WHAT YOU SHOULD DO: For the listing below, return the line containing "function strokePath(path, color, width, dash)", the line containing "M942 1087 1025", and all lines in between, exactly as written and nothing else.

◇ ◇ ◇ ◇

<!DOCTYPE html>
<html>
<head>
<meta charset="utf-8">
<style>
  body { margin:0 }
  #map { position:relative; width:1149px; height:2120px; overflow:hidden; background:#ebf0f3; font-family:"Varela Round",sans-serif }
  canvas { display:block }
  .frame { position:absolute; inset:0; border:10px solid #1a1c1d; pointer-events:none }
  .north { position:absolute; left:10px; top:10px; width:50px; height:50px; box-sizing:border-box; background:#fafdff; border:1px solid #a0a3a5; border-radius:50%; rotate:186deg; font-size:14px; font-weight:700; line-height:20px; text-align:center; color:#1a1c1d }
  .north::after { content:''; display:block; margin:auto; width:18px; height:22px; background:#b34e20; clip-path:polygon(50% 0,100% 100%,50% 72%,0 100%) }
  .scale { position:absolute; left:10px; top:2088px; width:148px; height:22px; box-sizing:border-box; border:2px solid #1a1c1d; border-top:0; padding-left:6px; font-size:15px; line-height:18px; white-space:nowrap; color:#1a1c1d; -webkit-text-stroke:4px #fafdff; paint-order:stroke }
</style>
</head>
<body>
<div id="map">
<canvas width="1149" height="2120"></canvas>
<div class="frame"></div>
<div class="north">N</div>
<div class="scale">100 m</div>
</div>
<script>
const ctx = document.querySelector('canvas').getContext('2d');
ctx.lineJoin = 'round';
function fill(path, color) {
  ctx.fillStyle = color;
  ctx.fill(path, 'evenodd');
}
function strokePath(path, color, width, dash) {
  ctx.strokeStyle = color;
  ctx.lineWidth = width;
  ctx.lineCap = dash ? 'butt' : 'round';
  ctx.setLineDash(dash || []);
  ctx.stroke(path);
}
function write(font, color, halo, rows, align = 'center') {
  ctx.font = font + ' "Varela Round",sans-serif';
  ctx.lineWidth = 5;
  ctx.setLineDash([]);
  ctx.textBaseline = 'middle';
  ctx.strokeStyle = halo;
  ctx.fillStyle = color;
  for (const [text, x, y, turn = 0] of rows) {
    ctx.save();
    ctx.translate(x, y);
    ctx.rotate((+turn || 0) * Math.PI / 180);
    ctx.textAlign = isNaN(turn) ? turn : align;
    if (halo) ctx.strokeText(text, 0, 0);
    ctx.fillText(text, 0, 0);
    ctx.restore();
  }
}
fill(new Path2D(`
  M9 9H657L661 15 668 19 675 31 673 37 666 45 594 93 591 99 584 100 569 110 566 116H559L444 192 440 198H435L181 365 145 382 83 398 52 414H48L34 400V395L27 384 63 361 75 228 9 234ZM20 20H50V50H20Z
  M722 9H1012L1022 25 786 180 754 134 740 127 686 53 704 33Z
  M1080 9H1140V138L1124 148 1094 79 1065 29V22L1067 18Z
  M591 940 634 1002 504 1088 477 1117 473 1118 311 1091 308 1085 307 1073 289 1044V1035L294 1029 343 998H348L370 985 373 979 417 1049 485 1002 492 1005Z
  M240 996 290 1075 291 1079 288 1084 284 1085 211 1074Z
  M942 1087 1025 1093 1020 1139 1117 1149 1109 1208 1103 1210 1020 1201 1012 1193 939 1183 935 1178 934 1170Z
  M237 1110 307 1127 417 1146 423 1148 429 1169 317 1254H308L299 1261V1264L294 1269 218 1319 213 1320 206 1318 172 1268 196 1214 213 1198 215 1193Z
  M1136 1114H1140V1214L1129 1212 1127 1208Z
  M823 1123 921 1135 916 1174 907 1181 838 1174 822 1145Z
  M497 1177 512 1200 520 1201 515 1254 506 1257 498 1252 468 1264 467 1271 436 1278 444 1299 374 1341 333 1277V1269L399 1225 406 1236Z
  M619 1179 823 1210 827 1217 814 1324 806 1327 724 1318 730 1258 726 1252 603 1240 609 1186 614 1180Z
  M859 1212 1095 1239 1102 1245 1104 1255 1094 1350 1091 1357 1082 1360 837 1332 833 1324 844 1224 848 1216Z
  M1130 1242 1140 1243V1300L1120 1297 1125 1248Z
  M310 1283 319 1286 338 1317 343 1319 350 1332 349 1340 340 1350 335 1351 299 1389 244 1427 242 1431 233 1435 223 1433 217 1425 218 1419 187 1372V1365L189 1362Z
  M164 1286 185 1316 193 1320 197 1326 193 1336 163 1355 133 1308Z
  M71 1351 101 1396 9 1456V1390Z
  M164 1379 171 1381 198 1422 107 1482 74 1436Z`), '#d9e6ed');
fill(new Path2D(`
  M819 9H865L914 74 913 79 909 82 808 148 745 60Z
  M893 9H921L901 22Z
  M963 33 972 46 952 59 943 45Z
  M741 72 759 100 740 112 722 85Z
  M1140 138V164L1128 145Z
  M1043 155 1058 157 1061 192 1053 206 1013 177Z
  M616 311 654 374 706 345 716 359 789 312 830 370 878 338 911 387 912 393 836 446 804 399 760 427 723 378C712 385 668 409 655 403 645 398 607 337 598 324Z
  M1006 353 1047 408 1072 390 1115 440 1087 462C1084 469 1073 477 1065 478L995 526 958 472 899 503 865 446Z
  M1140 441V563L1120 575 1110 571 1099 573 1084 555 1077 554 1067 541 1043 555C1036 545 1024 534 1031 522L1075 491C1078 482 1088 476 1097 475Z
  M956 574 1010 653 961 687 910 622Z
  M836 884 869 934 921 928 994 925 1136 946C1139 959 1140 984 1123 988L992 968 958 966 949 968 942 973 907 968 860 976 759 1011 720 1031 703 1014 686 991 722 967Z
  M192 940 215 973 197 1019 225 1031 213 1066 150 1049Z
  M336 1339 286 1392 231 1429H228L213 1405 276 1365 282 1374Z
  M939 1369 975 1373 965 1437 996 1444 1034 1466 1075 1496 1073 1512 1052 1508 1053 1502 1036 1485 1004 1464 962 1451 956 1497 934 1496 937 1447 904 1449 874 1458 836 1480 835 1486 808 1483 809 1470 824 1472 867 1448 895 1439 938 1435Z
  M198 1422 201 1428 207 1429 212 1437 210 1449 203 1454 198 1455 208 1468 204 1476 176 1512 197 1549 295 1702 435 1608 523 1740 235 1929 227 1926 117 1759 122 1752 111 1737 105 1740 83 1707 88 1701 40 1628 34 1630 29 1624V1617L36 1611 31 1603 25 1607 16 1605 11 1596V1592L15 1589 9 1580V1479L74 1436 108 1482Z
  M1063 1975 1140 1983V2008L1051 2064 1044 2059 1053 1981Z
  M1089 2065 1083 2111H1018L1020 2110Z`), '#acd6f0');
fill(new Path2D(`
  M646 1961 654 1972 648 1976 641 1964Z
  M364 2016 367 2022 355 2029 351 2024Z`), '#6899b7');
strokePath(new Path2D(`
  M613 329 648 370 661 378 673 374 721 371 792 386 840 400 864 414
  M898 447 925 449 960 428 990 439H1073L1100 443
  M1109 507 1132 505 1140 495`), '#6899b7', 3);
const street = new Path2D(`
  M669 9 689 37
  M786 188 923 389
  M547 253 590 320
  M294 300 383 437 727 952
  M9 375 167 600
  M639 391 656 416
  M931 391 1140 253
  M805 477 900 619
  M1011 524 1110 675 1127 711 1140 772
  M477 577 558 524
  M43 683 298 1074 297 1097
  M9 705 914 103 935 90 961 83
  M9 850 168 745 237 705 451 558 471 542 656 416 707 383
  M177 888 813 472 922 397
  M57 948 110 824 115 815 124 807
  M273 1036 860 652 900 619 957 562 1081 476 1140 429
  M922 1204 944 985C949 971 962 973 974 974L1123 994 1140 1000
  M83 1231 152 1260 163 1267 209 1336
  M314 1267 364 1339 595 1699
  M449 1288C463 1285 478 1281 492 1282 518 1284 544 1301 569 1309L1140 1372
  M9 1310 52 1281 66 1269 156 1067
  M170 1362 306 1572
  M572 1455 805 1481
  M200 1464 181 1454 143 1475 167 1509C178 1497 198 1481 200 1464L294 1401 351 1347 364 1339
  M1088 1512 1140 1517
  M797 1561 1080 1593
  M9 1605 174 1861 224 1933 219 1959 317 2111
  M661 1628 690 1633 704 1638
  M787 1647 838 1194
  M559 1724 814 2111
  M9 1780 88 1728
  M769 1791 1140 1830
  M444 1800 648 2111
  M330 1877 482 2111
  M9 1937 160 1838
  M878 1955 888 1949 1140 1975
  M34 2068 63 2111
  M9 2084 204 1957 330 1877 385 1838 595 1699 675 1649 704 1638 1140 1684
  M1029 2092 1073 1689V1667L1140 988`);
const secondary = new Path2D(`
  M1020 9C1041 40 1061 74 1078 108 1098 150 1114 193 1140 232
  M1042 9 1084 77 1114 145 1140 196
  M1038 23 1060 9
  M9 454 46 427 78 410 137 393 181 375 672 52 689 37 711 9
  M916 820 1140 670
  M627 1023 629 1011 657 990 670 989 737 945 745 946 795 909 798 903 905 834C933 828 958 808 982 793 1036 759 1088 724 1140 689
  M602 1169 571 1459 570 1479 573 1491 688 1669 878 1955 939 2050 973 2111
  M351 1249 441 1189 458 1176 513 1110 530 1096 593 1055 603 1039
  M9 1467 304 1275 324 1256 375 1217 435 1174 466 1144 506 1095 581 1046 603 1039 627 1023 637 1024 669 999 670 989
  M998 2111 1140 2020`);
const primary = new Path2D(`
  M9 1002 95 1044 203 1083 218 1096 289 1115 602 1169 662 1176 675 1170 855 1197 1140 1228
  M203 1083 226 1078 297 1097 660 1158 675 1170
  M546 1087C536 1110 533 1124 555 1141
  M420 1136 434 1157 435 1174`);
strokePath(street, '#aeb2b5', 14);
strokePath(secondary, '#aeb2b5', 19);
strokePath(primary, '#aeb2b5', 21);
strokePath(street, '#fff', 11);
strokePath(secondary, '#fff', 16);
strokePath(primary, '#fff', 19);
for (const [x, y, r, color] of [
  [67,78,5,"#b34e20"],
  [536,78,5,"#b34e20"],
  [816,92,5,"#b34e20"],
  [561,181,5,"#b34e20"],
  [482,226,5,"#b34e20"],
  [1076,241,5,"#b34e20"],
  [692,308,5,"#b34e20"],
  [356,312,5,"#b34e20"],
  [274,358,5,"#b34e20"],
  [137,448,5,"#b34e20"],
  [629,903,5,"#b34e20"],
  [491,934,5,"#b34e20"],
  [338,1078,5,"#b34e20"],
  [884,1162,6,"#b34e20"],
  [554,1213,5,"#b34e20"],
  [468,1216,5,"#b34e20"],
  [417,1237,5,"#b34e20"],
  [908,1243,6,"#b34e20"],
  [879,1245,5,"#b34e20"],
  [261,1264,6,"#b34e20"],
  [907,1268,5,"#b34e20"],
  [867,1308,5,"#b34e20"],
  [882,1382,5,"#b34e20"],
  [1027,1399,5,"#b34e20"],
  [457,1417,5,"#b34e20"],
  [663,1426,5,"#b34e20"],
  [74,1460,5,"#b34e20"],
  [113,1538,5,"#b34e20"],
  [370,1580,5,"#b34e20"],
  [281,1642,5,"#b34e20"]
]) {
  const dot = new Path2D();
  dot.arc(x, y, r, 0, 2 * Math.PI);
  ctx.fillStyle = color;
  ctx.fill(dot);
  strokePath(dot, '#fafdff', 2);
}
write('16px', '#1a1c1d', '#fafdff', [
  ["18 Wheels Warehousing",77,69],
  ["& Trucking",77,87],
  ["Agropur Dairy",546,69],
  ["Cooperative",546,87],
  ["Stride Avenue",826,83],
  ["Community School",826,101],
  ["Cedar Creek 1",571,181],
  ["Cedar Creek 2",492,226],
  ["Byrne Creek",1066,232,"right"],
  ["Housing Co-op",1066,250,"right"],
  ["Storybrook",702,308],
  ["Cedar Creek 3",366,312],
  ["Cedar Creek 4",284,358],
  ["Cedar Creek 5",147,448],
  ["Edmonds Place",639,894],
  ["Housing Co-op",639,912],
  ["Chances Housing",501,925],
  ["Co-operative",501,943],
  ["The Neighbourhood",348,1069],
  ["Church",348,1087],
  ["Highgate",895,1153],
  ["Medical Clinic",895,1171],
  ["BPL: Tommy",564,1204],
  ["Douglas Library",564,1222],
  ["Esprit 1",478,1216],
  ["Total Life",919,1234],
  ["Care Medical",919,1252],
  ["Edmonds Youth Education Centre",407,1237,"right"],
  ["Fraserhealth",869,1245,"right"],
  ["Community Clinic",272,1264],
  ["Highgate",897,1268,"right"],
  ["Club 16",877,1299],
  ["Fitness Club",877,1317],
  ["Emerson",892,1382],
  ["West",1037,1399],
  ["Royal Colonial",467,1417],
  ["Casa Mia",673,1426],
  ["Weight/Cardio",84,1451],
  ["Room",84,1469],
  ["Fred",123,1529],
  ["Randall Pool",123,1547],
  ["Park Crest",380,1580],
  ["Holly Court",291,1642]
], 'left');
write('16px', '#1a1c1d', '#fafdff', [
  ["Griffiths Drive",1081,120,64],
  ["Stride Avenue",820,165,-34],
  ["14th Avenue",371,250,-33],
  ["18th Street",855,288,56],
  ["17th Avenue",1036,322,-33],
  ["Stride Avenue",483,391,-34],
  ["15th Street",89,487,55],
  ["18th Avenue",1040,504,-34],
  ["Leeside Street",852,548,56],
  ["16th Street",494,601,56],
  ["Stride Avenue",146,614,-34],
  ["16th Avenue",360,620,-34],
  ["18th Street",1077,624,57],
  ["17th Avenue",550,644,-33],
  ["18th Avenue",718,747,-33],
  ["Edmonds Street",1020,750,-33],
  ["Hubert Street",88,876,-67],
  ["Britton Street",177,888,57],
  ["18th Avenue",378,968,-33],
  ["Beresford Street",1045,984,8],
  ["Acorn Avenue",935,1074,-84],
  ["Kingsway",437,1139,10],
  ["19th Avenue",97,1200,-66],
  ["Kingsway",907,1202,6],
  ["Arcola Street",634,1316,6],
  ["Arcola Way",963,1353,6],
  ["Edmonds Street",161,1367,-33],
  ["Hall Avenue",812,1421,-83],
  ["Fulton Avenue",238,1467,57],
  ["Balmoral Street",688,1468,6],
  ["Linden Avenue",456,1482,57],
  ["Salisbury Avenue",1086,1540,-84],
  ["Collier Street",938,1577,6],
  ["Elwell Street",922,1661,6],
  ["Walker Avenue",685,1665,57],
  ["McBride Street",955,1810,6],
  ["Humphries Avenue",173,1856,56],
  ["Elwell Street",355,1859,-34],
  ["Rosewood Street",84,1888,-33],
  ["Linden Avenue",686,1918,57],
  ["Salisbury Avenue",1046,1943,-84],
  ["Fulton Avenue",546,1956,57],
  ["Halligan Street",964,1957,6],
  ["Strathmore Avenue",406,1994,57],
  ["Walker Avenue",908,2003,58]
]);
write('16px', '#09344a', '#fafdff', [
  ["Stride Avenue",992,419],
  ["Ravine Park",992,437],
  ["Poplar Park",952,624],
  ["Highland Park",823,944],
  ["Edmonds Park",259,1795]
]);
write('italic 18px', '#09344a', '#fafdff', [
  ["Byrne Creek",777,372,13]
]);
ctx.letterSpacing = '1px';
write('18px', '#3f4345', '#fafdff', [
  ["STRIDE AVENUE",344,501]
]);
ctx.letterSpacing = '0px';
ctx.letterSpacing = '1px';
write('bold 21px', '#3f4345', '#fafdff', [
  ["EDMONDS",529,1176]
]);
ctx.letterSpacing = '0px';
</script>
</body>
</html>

◇ ◇ ◇ ◇

RESULT:
function strokePath(path, color, width, dash) {
  ctx.strokeStyle = color;
  ctx.lineWidth = width;
  ctx.lineCap = dash ? 'butt' : 'round';
  ctx.setLineDash(dash || []);
  ctx.stroke(path);
}
function write(font, color, halo, rows, align = 'center') {
  ctx.font = font + ' "Varela Round",sans-serif';
  ctx.lineWidth = 5;
  ctx.setLineDash([]);
  ctx.textBaseline = 'middle';
  ctx.strokeStyle = halo;
  ctx.fillStyle = color;
  for (const [text, x, y, turn = 0] of rows) {
    ctx.save();
    ctx.translate(x, y);
    ctx.rotate((+turn || 0) * Math.PI / 180);
    ctx.textAlign = isNaN(turn) ? turn : align;
    if (halo) ctx.strokeText(text, 0, 0);
    ctx.fillText(text, 0, 0);
    ctx.restore();
  }
}
fill(new Path2D(`
  M9 9H657L661 15 668 19 675 31 673 37 666 45 594 93 591 99 584 100 569 110 566 116H559L444 192 440 198H435L181 365 145 382 83 398 52 414H48L34 400V395L27 384 63 361 75 228 9 234ZM20 20H50V50H20Z
  M722 9H1012L1022 25 786 180 754 134 740 127 686 53 704 33Z
  M1080 9H1140V138L1124 148 1094 79 1065 29V22L1067 18Z
  M591 940 634 1002 504 1088 477 1117 473 1118 311 1091 308 1085 307 1073 289 1044V1035L294 1029 343 998H348L370 985 373 979 417 1049 485 1002 492 1005Z
  M240 996 290 1075 291 1079 288 1084 284 1085 211 1074Z
  M942 1087 1025 1093 1020 1139 1117 1149 1109 1208 1103 1210 1020 1201 1012 1193 939 1183 935 1178 934 1170Z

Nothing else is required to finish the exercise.